Binnen Nederland oefenen met name de Randstad en de vier grote steden een grote aantrekkingskracht uit op de binnenlandse migranten.
Regionale arbeidsmarktbeleid
Het regionale arbeidsmarktbeleid wijkt qua thema’s niet af van de nationale agenda. Het gaat vooral om het verhogen van de arbeidsparticipatie en het verbeteren van de aansluiting tussen het onderwijs en de arbeidsmarkt in de regio, te differentiëren naar lager, middelbaar en hoger opgeleiden. De hoger opgeleiden zijn voor een regionale arbeidsmarkt van belang als aanjager voor economische en werkgelegenheidsgroei. Hun grote geografische mobiliteit biedt zowel kansen als bedreigingen voor krimpregio’s. De geringe geografische mobiliteit van lager opgeleiden betekent juist dat zij vrijwel geheel op de eigen regio zijn aangewezen, en dat er vooral op lokaal niveau inspanningen moeten worden verricht om de lage arbeidsparticipatie van vooral ouderen en vrouwen te stimuleren, hetgeen van groot belang is bij een krimpend arbeidsaanbod. Ook de middelbaar opgeleiden zijn in sterke mate regionaal gebonden. Vooral op krimpende arbeidsmarkten is het van groot belang dat jongeren een middelbare beroepsopleiding kiezen die aansluit bij de regionale arbeidsvraag, zodat zo weinig mogelijk menselijk kapitaal verspild wordt. Netto verliest de regio jonge academici aan de rest van het land, vooral aan de Randstad.
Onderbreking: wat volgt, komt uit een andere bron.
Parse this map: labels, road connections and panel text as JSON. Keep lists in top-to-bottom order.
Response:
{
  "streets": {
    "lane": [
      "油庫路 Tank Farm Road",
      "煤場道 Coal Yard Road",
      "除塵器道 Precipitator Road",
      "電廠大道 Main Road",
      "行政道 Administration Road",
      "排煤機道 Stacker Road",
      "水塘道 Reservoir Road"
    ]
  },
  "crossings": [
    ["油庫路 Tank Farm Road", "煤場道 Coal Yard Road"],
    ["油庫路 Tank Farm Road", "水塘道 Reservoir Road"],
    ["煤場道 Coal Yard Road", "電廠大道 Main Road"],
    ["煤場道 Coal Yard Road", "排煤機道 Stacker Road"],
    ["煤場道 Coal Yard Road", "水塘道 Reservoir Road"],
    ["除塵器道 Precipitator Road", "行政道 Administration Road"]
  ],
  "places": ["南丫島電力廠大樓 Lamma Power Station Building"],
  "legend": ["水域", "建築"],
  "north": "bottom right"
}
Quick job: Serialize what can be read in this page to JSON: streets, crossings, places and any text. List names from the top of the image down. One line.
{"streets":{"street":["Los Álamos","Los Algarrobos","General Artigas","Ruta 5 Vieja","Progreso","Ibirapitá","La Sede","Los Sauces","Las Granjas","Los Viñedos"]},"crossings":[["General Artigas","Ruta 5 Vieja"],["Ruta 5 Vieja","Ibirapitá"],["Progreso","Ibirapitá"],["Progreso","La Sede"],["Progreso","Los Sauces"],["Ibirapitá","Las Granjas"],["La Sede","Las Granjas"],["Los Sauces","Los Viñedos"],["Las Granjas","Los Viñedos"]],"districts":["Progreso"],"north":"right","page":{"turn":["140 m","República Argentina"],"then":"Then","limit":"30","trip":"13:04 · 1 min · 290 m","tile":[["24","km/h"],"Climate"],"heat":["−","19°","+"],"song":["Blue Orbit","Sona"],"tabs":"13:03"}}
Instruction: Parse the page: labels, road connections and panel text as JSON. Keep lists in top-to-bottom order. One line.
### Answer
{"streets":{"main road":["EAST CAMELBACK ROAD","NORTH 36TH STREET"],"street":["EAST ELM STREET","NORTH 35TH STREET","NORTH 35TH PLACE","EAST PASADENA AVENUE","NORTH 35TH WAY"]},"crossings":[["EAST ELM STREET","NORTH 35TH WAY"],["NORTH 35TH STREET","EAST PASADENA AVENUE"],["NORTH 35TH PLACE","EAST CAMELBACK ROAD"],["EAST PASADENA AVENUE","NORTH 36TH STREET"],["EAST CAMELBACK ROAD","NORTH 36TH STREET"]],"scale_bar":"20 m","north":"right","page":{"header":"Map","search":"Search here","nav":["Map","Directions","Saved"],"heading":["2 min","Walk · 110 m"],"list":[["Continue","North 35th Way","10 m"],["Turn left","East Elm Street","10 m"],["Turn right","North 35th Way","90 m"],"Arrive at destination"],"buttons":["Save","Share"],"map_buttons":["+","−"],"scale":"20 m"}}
Opleidingsportfolio en arbeidsmarkt
De bovenstaande oratie van Frank Cörvers laat zien dat een regionale kennisagenda zich onder andere dient te richten op het beschikbare, te ontwikkelen, aan te trekken en vast te houden arbeidsmarktpotentieel. Onderwijsinstellingen zoals ROC’s en hogescholen richten zich op het aanbieden en ontwikkelen van kwalitatief hoogwaardig diploma-onderwijs dat in voltijd- en deeltijdvorm aansluit op de actuele en toekomstige arbeidsmarktvraag. Daarbij dient het onderwijs ook aan te sluiten op de toestroom vanuit het voortgezet onderwijs en de door scholieren gekozen profielen en studierichtingen. Tevens dient het leren op de werkplek of in het werkzame leven gewoongoed en van alle kanten gefaciliteerd te worden. NIDAP verbindt toestroom en arbeidsmarktrelevantie met huidige en toekomstige portfolio. Ons
strategische regionaal onderzoek is gebaseerd op een breed scala beschikbare kwantitatieve gegevens (zoals economische, arbeidsmarkt, demografische informatie en prognoses, studentpopulatie en instroomgegevens, maatschappelijke en infrastructurele ontwikkelingen). dit wordt aangevuld met regionale en landelijke informatie uit onze eigen longitudinale onderwijs- en leven lang leren monitor onderzoeken.